Blair MacNeil, president of Tilray, told analysts and shareholders on the call that this proposition relates to sustainability—rather than the mode of survivability that one sees across the entire cannabis landscape. Whether in fruits or veggies or cannabis, mergers and acquisitions may provide an avenue toward realizing corporate goals.

“For us, it’s an opportunity to utilize some of our excess capacity,” he said, “and help our industry thrive and get to that $10-billion industry in Canada and $100-billion globally.”

Indeed, this idea dovetails with Tilray Wellness, a division of Tilray Brands, and the company’s 2019 acquisition of hemp production company Manitoba Harvest, which manufactures and distributes hemp-based CPGs to businesses like Walmart.

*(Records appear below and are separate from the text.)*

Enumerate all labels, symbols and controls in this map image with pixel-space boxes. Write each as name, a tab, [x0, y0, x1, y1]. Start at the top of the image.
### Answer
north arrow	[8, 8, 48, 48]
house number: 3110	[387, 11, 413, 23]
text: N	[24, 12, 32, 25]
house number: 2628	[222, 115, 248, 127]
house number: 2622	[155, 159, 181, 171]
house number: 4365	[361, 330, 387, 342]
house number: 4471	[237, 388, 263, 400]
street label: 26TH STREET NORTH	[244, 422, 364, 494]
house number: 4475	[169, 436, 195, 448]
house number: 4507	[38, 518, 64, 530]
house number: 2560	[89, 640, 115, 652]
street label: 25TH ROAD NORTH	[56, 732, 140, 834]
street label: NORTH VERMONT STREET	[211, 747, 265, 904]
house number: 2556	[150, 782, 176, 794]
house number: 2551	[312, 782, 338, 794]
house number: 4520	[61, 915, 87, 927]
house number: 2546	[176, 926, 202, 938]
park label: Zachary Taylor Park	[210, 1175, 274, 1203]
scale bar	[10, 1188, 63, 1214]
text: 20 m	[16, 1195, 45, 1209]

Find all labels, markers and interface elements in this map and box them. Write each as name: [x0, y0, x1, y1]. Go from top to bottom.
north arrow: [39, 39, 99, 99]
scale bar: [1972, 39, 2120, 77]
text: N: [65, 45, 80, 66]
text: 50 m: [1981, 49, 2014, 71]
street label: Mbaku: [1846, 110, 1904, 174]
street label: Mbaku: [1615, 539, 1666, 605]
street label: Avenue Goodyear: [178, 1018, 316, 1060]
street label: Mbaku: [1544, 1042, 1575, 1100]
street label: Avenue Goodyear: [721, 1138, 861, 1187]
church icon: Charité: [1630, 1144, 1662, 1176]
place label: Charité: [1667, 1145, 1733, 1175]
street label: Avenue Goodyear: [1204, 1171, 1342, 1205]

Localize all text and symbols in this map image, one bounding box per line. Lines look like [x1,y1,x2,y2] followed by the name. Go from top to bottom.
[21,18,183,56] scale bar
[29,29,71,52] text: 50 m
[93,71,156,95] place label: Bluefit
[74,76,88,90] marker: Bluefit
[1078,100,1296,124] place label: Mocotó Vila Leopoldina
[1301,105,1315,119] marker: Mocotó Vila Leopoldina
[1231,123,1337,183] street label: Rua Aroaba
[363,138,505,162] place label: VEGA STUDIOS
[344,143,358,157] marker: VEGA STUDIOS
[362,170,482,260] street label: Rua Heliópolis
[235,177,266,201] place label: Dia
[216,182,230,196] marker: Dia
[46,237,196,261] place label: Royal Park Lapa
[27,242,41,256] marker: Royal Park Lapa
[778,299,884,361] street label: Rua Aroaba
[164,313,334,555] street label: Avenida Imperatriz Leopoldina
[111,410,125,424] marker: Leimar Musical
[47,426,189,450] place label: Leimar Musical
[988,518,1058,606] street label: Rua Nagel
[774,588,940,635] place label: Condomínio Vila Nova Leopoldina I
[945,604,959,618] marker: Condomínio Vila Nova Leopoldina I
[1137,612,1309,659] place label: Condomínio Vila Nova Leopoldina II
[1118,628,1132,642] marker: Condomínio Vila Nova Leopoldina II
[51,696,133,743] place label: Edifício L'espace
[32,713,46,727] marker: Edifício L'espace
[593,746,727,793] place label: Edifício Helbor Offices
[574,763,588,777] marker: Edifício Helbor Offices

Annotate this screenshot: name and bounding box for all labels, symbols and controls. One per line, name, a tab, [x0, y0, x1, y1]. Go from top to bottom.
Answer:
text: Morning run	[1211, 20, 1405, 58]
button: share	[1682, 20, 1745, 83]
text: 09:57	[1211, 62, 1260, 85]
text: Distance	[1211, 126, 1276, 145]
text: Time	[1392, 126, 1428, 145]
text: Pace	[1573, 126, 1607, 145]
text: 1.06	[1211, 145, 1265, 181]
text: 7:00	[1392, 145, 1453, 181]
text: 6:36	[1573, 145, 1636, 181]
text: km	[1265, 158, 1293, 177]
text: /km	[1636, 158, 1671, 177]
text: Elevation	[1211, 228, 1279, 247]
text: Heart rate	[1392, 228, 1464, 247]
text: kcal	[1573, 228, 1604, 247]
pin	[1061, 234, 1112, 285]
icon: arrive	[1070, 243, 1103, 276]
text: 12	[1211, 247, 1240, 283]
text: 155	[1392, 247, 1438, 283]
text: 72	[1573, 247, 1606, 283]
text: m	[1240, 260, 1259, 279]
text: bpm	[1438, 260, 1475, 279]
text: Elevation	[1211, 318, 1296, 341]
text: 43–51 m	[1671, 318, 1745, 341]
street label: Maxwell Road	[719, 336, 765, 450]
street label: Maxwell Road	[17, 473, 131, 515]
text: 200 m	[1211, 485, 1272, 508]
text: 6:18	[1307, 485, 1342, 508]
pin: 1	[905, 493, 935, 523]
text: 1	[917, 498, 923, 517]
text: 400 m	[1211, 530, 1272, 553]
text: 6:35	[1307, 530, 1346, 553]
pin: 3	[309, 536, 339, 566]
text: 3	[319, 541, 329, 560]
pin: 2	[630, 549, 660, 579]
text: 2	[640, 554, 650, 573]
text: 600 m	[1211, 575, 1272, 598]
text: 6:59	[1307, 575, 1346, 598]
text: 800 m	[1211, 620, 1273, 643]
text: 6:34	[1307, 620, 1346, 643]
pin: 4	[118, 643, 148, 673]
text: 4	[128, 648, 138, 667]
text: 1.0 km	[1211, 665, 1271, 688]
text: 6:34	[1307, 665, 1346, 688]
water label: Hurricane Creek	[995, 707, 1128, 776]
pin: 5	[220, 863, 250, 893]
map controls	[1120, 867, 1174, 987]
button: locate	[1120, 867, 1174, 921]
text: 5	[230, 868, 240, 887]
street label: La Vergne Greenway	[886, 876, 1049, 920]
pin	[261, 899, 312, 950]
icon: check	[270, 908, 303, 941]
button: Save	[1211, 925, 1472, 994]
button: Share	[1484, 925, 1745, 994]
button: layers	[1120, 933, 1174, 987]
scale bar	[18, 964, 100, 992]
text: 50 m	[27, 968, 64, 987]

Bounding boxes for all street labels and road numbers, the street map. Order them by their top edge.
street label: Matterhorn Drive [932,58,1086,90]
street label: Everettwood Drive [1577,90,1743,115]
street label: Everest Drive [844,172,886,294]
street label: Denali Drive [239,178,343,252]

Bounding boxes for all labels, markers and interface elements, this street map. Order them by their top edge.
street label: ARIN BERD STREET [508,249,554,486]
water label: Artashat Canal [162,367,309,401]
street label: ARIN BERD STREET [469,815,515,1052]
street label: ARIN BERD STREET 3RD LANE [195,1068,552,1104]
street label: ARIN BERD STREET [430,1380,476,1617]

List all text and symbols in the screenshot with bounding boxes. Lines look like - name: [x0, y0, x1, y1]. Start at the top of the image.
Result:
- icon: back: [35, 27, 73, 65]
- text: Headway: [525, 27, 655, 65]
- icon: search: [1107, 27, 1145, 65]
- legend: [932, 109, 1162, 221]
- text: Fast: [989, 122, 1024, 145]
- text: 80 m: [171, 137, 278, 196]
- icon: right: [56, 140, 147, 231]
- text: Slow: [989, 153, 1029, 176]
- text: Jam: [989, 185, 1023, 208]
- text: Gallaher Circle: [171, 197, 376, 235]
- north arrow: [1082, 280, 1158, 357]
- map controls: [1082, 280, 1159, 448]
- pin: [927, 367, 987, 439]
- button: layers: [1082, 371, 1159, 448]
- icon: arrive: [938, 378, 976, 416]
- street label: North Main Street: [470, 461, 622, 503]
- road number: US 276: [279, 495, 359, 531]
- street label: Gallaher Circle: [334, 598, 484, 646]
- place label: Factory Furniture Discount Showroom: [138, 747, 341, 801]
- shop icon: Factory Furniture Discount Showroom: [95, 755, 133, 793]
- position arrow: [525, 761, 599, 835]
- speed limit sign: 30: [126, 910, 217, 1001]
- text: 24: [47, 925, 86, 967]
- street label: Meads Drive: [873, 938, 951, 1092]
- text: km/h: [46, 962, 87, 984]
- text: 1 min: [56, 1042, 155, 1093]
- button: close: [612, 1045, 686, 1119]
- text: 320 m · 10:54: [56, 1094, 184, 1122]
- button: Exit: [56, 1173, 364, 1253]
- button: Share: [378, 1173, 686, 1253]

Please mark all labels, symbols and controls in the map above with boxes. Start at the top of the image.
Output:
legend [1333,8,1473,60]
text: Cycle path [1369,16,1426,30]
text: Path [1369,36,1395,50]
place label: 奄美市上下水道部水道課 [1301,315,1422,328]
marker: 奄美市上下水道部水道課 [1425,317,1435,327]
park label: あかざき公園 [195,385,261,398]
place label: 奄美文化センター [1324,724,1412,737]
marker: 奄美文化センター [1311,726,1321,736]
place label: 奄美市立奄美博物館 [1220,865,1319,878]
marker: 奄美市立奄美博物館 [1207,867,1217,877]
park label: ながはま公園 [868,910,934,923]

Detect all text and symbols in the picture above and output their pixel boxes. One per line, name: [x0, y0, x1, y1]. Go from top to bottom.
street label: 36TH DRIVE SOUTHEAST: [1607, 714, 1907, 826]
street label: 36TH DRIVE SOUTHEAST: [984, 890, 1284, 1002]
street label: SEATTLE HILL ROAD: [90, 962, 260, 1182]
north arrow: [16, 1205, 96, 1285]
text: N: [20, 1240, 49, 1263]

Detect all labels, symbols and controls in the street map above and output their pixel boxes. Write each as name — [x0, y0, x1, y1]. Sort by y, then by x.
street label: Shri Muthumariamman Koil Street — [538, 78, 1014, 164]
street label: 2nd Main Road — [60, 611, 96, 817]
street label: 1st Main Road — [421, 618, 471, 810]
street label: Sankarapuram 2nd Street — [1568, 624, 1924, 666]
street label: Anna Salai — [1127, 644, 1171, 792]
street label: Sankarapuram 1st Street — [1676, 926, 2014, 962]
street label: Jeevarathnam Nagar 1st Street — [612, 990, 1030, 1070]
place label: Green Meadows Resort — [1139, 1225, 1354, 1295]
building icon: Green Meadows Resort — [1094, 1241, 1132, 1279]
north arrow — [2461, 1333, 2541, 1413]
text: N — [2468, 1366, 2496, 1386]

This nexus of cannabinoid-centric agriculture and CPG development is located at the heart of what Simon was sharing on the Jan. 9 conference call.

Simon underscored, however, that cannabis remains the central focus of Tilray’s operations. The company, which is based in Leamington, Ontario, presently holds 8.3% market share of the Canadian cannabis market, according to a recent press release. (“Looking ahead, Tilray’s focus on using data and consumer insights coupled with ongoing budtender and consumer education is expected to enable the acceleration of both sales and market share growth,” according to the company’s quarterly earnings press release.)

But in terms of the company’s broader ambitions, Simon also spent time on the call addressing alcoholic beverages.

The company already operates in the alcohol space, with acquisitions like SweetWater Brewing Co. and Montauk Brewing Co. filling out its portfolio. Such beverages sales “increased 56% to $21.4 million, over the prior year quarter, including revenue from acquisitions,” according to the quarterly update issued by Tilray. Those may be U.S.-based beverage companies, but Simon told analysts and shareholders that these non-cannabis plans could certainly take shape in Canada and Europe, as well, where Tilray is establishing a cannabis presence. 

For now, the U.S. alcohol-beverage space remains important to Tilray’s outlook. In November 2022, Tilray went ahead and named industry veteran Ty Gilmore president of the company’s U.S. beer business.

Read more: Tilray’s Takeover 

“Tilray Brands’ repositioning as a global diversified portfolio of brands will drive our ability to seize top-line opportunities across geographies and business lines,” Simon said in a public statement. “In the U.S., this includes investing in, acquiring or building compelling and profitable lifestyle CPG brands across craft beverage-alcohol and wellness consumer products that are cannabis adjacent, resonate powerfully with consumers, and are strongly positioned in key markets.”

Simon told analysts and shareholders and the company’s mission remains: “to create the world’s leading and most diversified cannabis lifestyle and consumer packages goods company” across four categories: adult-use cannabis, medical cannabis, “beverage-alcohol” and “wellness consumer products. This will be accomplished by several aims:

– “Pursuing our most profitable core business to drive growth now and over the long term;”

– “Maintaining our No. 1 leadership position and growing market share in recreational cannabis in Canada;”

– “Maintaining our leadership position and growing market share in medical cannabis across Europe—and a strong position to capture the adult-use market when legalization does occur;”

– “Winning in the U.S, despite delayed federal cannabis legalization, which we do not expect to happen at anytime in the near future.”

Those aims revolve around access to cannabis—and primarily the federal stance in the U.S.—but the current economic and political climate has prompted interest in adjacent operations within Tilray’s top-line revenue goals.